Our lives are precious and we deserve to be treated as human beings. We are not numbers.
Yet that is how we are presented by much of the international media. Ten killed here, dozens there.
Americans will never understand our situation as long as the “analysis” presented in their newspapers and on their TV screens remains so shallow. There is seldom any mention of underlying issues.
We feel scared and unsafe.
We are worried that we may lose people we love or that our homes will be destroyed – along with all the memories stored inside them.
My forebears lost their homes. The emotions that go with loss – and the fear of loss – are intense.
The treatment of Palestinians meets the UN definition of genocide, not to mention apartheid and ethnic cleansing.
Our fears and our experiences are unlikely to be properly documented whether we live or die.
Joe Biden, the US president, does not feel our fear or know our dispossession. The European Union only issues empty statements – repeatedly.
Wrong to be Palestinian?
I am studying law. I remember learning about international humanitarian law and its relevance for Palestinians.

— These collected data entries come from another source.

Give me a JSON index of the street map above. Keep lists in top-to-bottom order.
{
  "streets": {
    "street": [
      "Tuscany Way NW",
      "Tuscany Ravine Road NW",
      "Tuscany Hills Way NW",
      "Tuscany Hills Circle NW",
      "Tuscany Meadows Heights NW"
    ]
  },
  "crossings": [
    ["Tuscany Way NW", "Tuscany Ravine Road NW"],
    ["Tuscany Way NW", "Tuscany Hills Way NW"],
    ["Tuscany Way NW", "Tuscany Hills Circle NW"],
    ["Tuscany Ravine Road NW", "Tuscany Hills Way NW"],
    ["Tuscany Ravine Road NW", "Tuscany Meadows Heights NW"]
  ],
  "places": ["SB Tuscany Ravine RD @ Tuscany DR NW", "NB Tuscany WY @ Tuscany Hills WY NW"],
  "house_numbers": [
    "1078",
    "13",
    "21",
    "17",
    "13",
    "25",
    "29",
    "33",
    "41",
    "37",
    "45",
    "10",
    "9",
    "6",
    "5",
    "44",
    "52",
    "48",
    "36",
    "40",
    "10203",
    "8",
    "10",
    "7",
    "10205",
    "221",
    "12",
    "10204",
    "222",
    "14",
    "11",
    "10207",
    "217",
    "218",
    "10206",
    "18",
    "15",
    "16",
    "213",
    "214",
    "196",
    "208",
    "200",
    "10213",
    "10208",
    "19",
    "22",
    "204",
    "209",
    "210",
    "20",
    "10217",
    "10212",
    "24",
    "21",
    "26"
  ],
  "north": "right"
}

Our teacher talked about all the conventions and treaties that theoretically uphold our rights. Then I asked: Why are Palestinians facing all these injustices if these laws are there to protect us?
I still ask myself that question.
Is it wrong to be a Palestinian?
People everywhere want their rights to be respected. The rights to live on their own land, to live in safety, to travel freely and to pass the day without the fear of being killed.

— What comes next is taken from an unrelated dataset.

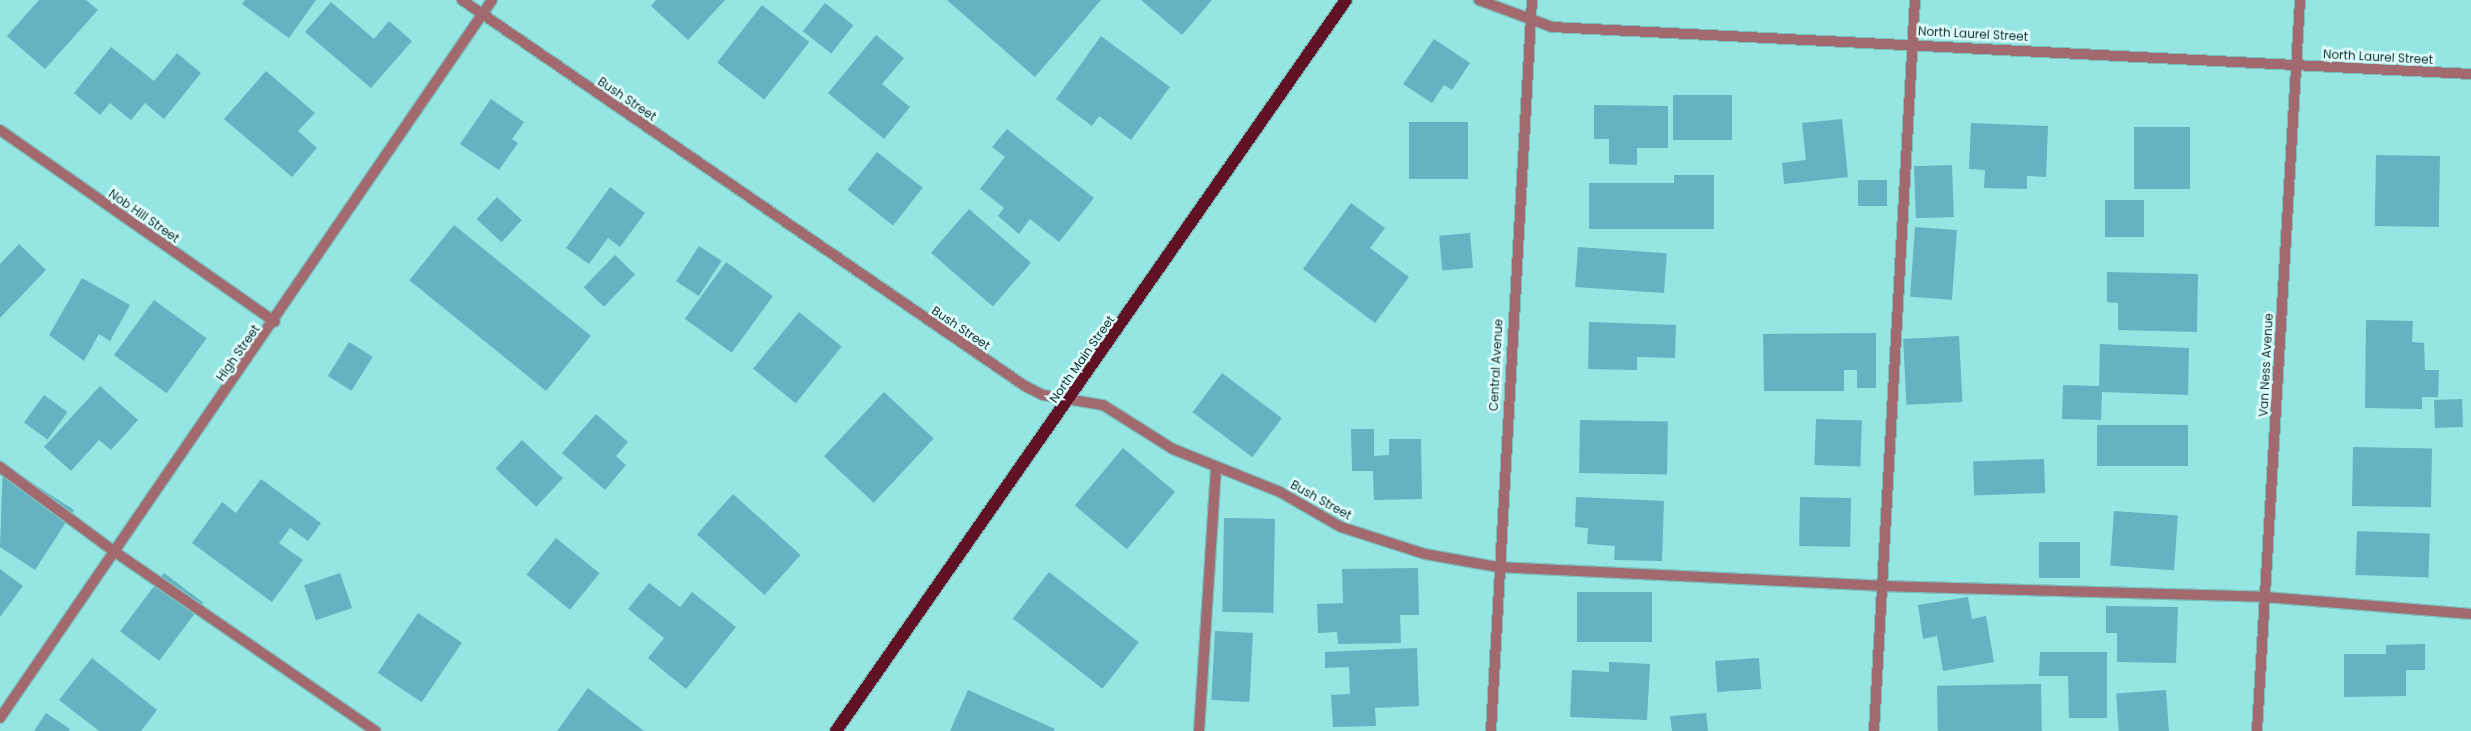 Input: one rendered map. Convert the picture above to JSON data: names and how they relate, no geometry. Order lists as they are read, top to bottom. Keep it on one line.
{"streets":{"main road":["North Main Street"],"street":["North Laurel Street","Bush Street","Nob Hill Street","High Street","Central Avenue","Van Ness Avenue"]},"crossings":[["North Laurel Street","Central Avenue"],["North Laurel Street","Van Ness Avenue"],["Bush Street","High Street"],["Bush Street","North Main Street"],["Bush Street","Central Avenue"],["Bush Street","Van Ness Avenue"],["Nob Hill Street","High Street"]]}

The Israeli occupation “justifies” its barbaric actions against Gaza by claiming it is only targeting Hamas. Much of the western world applauds and the leaders of too many Arab and Muslim states stay silent.
Biden and much of the US Congress contend that Israel is merely defending itself. No one is talking about our right to defend ourselves against a state led by war criminals.
Israel is a state which has operated a system of apartheid for many decades.
Israel has been committing crimes against Palestinians since its formation. Even before the state of Israel was established, Zionist militias subjected Palestinians to ethnic cleansing.
International humanitarian law is supposed to protect the oppressed and dispossessed. But the governments of the world are more inclined to support the occupier and dispossessor.
No one is coming to our rescue or to uphold our rights. We are here alone and suffering, left to fend for ourselves with numerous powerful countries going as far as to oppose our very right to defend ourselves against the grotesque military power of Israel.
World leaders are perfectly content to look the other way as we are bombed.
Who will defend our rights at the United Nations and in the International Criminal Court?